The statement was well-received by the Irish Government, which had worked with the Irish-American lobby in Washington to shape it. It was less well-received in certain parts of the UK and the US.
In London, this was a red rag to Brexiteers, who have long promised a glorious trade deal with the US as an outcome of the UK’s departure from the European Union. Dismissing Pelosi and her team as “snowflakes”, they argued that the Good Friday Agreement issue was “concocted” and that the House Speaker is in “a grand conspiracy” with European and American agencies to defeat Brexit.
In Northern Ireland, pro-Brexit Unionist politicians sought to debunk Pelosi’s message. Gregory Campbell, a Democrat Unionist Party MP, gave the delegations “home truths” about the Good Friday Agreement and about the history of the Northern Irish conflict: “Irish-Americans constantly wax lyrical about the ‘Irish American’ lobby, we were able to remind them that it was the Ulster Scots who helped create the United States at it’s birth.”
Pelosi’s message was also intended — perhaps as a priority — to reach Donald Trump, a Brexit supporter who has promised a trade agreement with the UK. She succeeded, at least with Trump’s favored outlet Fox News, “Pelosi Undermines Trump Abroad on US-UK Trade Deal.”
The Death of “A Ceasefire Baby”
Lyra McKee was a young journalist whose life and work reflected some of the deepest divisions in Northern Ireland.
In 2014 McKee wrote a blog post, a letter to her 14-year-old self, about growing up gay in the province. Candid and incisive, the reflection documented the religious-based prejudice that tortures young minds. It was a beacon of McKee’s literary talent, as she wrote for The Atlantic and BuzzFeed and secured a two-book deal with Faber and Faber.

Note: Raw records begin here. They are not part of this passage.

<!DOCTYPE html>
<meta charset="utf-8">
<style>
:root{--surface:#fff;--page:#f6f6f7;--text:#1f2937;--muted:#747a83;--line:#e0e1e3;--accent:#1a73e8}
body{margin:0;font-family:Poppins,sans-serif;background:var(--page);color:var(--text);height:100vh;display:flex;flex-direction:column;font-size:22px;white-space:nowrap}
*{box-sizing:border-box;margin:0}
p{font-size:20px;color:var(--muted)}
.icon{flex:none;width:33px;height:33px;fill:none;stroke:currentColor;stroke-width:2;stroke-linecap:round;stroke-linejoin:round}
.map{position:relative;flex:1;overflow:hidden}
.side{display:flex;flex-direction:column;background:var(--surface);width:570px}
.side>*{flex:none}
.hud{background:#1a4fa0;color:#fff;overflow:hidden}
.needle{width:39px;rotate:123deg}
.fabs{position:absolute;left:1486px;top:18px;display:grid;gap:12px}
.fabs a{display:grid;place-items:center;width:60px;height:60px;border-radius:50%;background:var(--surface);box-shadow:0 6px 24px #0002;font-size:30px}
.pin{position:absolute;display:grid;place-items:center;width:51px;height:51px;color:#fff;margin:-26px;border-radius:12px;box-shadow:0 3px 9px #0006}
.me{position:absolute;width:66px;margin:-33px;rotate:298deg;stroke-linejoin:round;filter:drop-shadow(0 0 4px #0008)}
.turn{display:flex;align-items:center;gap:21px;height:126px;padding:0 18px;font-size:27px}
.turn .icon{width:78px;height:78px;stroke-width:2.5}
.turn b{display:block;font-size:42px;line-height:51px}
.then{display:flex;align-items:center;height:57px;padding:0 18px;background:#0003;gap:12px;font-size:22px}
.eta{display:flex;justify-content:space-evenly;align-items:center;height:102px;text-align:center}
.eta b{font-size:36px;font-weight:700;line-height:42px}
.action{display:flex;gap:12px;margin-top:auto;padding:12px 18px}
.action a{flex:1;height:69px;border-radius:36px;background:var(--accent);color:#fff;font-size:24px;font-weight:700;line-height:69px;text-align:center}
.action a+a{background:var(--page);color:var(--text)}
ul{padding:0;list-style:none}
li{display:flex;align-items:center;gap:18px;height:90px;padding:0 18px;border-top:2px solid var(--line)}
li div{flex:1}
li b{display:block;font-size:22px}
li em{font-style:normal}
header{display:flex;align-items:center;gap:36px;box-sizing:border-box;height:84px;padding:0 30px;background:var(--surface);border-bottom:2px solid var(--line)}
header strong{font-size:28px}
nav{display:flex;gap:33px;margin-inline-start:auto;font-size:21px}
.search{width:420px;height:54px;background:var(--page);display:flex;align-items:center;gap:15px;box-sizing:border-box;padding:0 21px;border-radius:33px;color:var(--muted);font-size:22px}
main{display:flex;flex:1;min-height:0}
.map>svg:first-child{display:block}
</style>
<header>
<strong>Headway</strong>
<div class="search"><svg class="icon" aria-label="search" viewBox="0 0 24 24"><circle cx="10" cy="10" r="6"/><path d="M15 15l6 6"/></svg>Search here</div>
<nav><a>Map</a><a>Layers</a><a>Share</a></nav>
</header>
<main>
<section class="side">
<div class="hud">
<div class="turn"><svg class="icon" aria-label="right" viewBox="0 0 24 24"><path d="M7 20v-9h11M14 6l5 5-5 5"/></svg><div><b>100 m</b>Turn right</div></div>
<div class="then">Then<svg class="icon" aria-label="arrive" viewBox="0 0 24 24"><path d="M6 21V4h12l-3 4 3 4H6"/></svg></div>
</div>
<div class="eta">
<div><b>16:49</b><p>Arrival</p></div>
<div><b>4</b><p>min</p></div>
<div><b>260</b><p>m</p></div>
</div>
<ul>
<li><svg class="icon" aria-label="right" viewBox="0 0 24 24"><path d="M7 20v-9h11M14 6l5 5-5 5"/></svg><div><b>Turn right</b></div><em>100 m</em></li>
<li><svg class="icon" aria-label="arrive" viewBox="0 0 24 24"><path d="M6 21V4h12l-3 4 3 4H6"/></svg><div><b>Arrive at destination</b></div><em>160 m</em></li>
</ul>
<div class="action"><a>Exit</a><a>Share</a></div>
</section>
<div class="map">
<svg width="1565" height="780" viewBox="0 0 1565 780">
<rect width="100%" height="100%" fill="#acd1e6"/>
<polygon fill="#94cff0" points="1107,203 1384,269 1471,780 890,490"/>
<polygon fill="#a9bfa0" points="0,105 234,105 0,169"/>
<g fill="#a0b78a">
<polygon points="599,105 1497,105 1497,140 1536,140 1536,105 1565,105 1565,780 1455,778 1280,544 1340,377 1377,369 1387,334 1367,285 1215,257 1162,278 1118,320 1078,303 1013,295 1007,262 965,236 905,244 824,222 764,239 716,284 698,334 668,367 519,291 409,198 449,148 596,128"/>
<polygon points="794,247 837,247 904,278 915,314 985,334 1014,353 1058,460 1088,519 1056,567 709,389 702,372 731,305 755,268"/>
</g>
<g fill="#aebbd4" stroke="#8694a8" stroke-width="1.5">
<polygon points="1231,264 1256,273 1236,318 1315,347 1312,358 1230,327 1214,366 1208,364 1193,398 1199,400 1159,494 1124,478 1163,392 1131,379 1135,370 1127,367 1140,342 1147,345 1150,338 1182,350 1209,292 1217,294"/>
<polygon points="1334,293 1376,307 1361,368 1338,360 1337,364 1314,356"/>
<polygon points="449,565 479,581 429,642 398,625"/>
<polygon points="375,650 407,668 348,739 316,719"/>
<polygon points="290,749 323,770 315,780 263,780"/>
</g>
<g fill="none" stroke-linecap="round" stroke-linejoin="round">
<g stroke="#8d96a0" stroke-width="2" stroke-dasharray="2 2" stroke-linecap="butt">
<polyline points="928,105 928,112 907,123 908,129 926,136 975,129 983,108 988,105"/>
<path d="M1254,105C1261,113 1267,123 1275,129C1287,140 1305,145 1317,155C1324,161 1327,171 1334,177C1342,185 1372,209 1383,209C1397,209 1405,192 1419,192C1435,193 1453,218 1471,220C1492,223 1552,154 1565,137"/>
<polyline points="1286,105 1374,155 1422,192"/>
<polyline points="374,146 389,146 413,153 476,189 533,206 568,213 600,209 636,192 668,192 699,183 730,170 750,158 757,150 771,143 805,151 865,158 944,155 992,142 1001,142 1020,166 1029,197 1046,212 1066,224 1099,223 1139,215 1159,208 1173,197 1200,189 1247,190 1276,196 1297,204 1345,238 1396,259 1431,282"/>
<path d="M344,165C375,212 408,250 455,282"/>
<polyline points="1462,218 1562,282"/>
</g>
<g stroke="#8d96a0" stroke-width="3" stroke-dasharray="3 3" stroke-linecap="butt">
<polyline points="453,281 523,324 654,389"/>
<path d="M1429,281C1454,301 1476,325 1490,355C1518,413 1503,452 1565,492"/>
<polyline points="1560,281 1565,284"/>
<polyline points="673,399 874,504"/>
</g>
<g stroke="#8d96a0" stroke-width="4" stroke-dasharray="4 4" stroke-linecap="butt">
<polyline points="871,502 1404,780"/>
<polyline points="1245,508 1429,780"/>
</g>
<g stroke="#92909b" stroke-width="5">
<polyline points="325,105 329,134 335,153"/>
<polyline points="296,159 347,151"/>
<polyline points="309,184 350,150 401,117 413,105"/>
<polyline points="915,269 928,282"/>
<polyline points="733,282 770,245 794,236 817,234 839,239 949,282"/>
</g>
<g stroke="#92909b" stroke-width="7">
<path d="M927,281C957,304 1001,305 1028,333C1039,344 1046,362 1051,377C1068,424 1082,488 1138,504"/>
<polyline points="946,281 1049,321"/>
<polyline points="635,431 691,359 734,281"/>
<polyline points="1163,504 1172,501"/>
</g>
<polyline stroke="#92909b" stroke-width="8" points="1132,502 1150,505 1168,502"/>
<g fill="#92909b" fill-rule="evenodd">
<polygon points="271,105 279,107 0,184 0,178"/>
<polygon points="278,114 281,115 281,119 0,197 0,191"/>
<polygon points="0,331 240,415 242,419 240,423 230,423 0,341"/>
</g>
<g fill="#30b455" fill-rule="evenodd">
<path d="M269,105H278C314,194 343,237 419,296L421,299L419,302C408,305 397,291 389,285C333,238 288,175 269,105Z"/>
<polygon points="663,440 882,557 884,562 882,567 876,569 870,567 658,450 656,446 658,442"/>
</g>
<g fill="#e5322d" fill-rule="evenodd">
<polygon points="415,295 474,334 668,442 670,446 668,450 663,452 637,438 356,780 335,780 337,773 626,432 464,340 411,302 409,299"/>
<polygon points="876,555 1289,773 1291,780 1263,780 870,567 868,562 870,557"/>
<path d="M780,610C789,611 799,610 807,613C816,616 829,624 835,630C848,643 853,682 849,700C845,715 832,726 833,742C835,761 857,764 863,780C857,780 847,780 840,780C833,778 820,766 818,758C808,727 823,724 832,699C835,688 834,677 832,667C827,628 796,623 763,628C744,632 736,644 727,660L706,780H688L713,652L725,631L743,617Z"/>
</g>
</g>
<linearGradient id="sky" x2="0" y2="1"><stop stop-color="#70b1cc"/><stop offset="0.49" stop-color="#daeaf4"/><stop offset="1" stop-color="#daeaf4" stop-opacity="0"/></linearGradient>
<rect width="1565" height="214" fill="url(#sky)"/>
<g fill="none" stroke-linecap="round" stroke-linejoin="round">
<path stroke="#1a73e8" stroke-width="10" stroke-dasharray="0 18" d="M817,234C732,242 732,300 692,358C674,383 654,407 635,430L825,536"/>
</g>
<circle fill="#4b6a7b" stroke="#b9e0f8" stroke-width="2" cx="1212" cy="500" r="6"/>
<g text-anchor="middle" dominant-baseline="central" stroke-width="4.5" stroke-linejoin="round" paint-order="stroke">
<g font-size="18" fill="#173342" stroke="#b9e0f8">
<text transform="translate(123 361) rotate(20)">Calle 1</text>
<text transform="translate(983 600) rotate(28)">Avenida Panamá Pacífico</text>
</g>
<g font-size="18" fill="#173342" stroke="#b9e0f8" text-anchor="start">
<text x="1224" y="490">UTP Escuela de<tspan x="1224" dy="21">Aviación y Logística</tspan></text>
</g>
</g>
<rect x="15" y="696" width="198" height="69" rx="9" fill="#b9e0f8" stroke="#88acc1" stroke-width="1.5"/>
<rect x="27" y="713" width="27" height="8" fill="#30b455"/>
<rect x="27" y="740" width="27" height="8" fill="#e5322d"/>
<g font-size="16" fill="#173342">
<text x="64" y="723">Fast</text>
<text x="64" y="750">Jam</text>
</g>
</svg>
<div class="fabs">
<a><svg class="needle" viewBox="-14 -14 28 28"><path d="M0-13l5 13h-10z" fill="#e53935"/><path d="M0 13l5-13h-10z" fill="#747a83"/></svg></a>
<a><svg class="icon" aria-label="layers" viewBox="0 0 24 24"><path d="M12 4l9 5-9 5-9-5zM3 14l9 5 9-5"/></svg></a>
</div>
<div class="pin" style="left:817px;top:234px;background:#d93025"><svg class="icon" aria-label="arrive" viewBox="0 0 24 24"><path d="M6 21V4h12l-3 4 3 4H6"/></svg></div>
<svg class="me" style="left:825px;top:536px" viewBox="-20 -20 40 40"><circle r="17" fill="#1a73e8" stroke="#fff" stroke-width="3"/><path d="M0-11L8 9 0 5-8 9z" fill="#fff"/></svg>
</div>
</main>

The post was also part of what became her signature focus, the ongoing trauma of life in Northern Ireland for the Good Friday Agreement generation, or what McKee ironically termed the “ceasefire babies”. She wrote about the epidemic of suicides over the last 20 years in Northern Ireland, provoked by homophobia and other prejudices and pressures.
In 2017 McKee went on her own “fact-finding mission”, to the US, as part of a State Department program “to learn about American values”. In a TED talk, she recounted an epiphany at a mosque in Orlando, Florida, following the massacre of 49 people at a nearby nightclub. She returned to Northern Ireland with a belief that she had to work to “win the hearts and minds” of religious leaders and teachers to change the homophobic mindset at home.
It was time to have “difficult conversations”, she said.
Northern Ireland was the last place in the UK to legalize homosexuality. Unlike the rest of the UK, it stilll maintains a life-long ban on gay men donating blood, and the devolved Assembly has refused to implement the Equal Marriage Bill that was passed by the UK Parliament.
Religion and politics remain deeply entwined in Northern Ireland, and the Good Friday Agreement has done little to dissolve either social prejudices or tribal hatreds. Today as ever, politicians are quick to cite religious values in defending their political or social positions – almost 40 years after Ian Paisley’s 1982 “Save Ulster from Sodomy” campaign.
The Beacon We Need
In her speech to the Dail, Nancy Pelosi hailed the Good Friday Agreement as a “beacon to the world”. In certain respects that is true: this was a remarkable achievement in ending violence and its design has applications elsewhere. And the agreement needs safeguarding.
But it is time to stop making such bald and bold claims and instead to address the costs of the conflict for a divided society.
The current vacuum in Northern Ireland’s politics, with no sitting Assembly since January 2017, only exacerbates that traumatic legacy. We need some difficult conversations, not political theatre and grandstanding nor vacuous talk about values.
McKee did not die as evidence of the value of the Good Friday Agreement. She died for people everywhere, including the US, who have suffered due to the bigotry and ignorance that their societies allow to fester.
In death as in life, she is a beacon to the world. But will that beacon be seen?